[Saved entries]
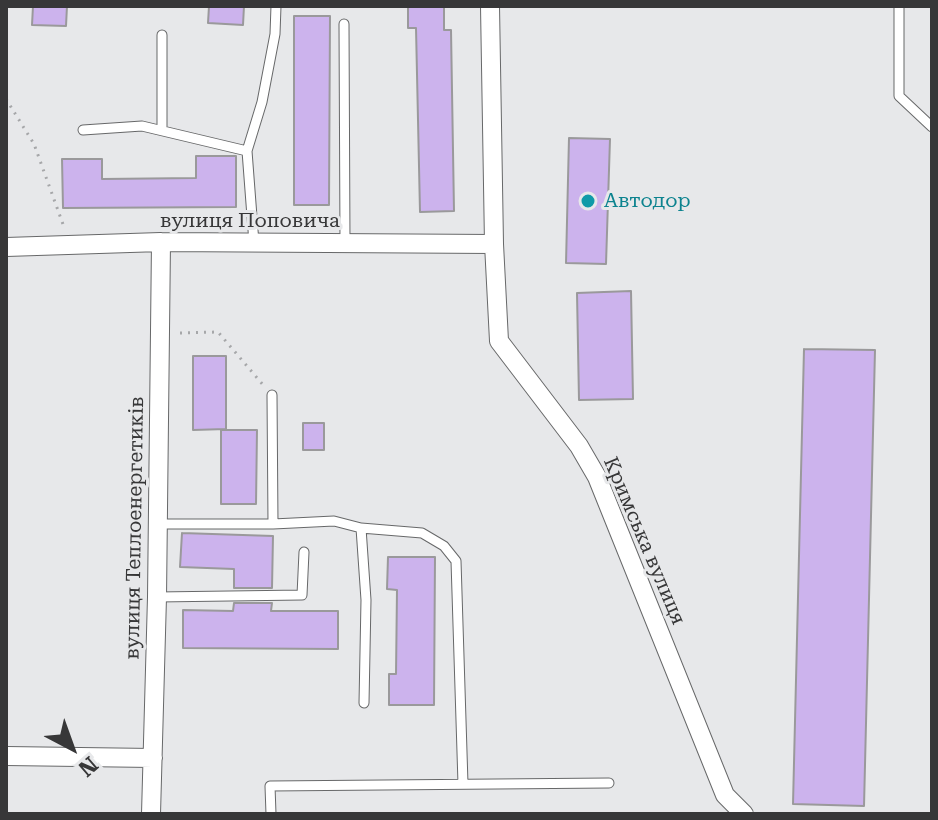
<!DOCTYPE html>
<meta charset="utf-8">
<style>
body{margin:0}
#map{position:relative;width:938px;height:820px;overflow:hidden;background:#e7e8ea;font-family:"Roboto Serif",serif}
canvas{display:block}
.frame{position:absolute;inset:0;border:8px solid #373738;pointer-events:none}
.north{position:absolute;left:32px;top:708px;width:80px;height:80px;-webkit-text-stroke:6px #e7e8ea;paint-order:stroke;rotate:139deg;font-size:22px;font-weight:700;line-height:32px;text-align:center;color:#373738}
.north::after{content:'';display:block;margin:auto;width:28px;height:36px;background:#373738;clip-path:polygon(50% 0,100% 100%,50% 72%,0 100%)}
</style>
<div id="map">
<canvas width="938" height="820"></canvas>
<div class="frame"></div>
<div class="north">N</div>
</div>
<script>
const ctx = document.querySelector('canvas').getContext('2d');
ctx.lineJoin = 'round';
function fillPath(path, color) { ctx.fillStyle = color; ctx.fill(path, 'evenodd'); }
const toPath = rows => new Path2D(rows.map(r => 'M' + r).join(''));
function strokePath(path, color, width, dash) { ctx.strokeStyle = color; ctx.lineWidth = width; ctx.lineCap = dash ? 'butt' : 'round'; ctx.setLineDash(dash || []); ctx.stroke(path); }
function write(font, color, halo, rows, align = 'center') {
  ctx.font = font + ' "Roboto Serif",serif'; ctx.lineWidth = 6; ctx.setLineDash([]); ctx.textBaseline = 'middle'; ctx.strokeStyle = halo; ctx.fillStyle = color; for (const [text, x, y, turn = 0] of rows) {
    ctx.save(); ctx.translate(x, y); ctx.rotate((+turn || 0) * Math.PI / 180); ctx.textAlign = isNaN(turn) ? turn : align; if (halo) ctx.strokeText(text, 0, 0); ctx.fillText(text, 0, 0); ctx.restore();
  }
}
const building = toPath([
 [33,6,67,6,66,26,32,25,33,6],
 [209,6,244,6,243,25,208,23,209,6],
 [408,6,444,6,444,30,451,30,454,211,420,212,416,28,408,28,408,6],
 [294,16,330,16,329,205,294,205,294,16],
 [569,138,610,139,606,264,566,263,569,138],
 [196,156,236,156,236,207,63,208,62,159,102,159,102,179,196,178,196,156],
 [631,291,633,399,579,400,577,293,631,291],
 [804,349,875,350,864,806,793,804,804,349],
 [193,356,226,356,226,429,193,430,193,356],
 [303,423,324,423,324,450,303,450,303,423],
 [221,430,257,430,256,504,221,504,221,430],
 [182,533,273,536,272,588,234,588,234,569,180,567,182,533],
 [388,557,435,557,434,705,389,705,389,674,396,674,397,590,387,589,388,557],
 [234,603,272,603,271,611,338,611,338,649,183,648,183,610,233,611,234,603]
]);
const path = toPath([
 [6,99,34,144,64,227,66,227],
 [180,333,218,332,264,386]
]);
const lane = toPath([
 [899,6,899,96,932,127],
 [344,24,345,243],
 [162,35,162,130],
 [83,130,142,126,247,151],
 [254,243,247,151,262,102,275,34,276,6],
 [158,524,273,524,272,395],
 [273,524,334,521,361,528,366,600,364,703],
 [361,528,422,533,444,546,456,561,463,784],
 [157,597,302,595,304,552],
 [271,814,270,786,609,783]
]);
const street = toPath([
 [490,6,494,244,499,341,579,446,597,477,725,795,744,814],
 [6,247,161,242,494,244],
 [6,756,153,758],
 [151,814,157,597,161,242]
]);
const markers = [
 [588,201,8,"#0f9aa8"]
];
const cultureNames = [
 ["Автодор",604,201]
];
const streetNames = [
 ["вулиця Поповича",250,221],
 ["вулиця Теплоенергетиків",135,528,-89],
 ["Кримська вулиця",644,541,67]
];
fillPath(building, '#ccb3ed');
strokePath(building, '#9a999b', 2);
strokePath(lane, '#676869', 11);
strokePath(street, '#676869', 20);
strokePath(path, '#a6a7a9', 3, [2, 6]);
strokePath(lane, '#fff', 9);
strokePath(street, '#fff', 18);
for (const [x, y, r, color] of markers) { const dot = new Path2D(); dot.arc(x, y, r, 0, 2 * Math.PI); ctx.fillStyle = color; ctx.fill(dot); strokePath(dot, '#e7e8ea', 3); }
write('20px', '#0d838f', '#e7e8ea', cultureNames, 'left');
write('20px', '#373738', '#e7e8ea', streetNames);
</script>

- Instructions for the task: Where the string "lineWidth" occurs in the data, return the whole line.

- Solution for this exercise:
function strokePath(path, color, width, dash) { ctx.strokeStyle = color; ctx.lineWidth = width; ctx.lineCap = dash ? 'butt' : 'round'; ctx.setLineDash(dash || []); ctx.stroke(path); }
  ctx.font = font + ' "Roboto Serif",serif'; ctx.lineWidth = 6; ctx.setLineDash([]); ctx.textBaseline = 'middle'; ctx.strokeStyle = halo; ctx.fillStyle = color; for (const [text, x, y, turn = 0] of rows) {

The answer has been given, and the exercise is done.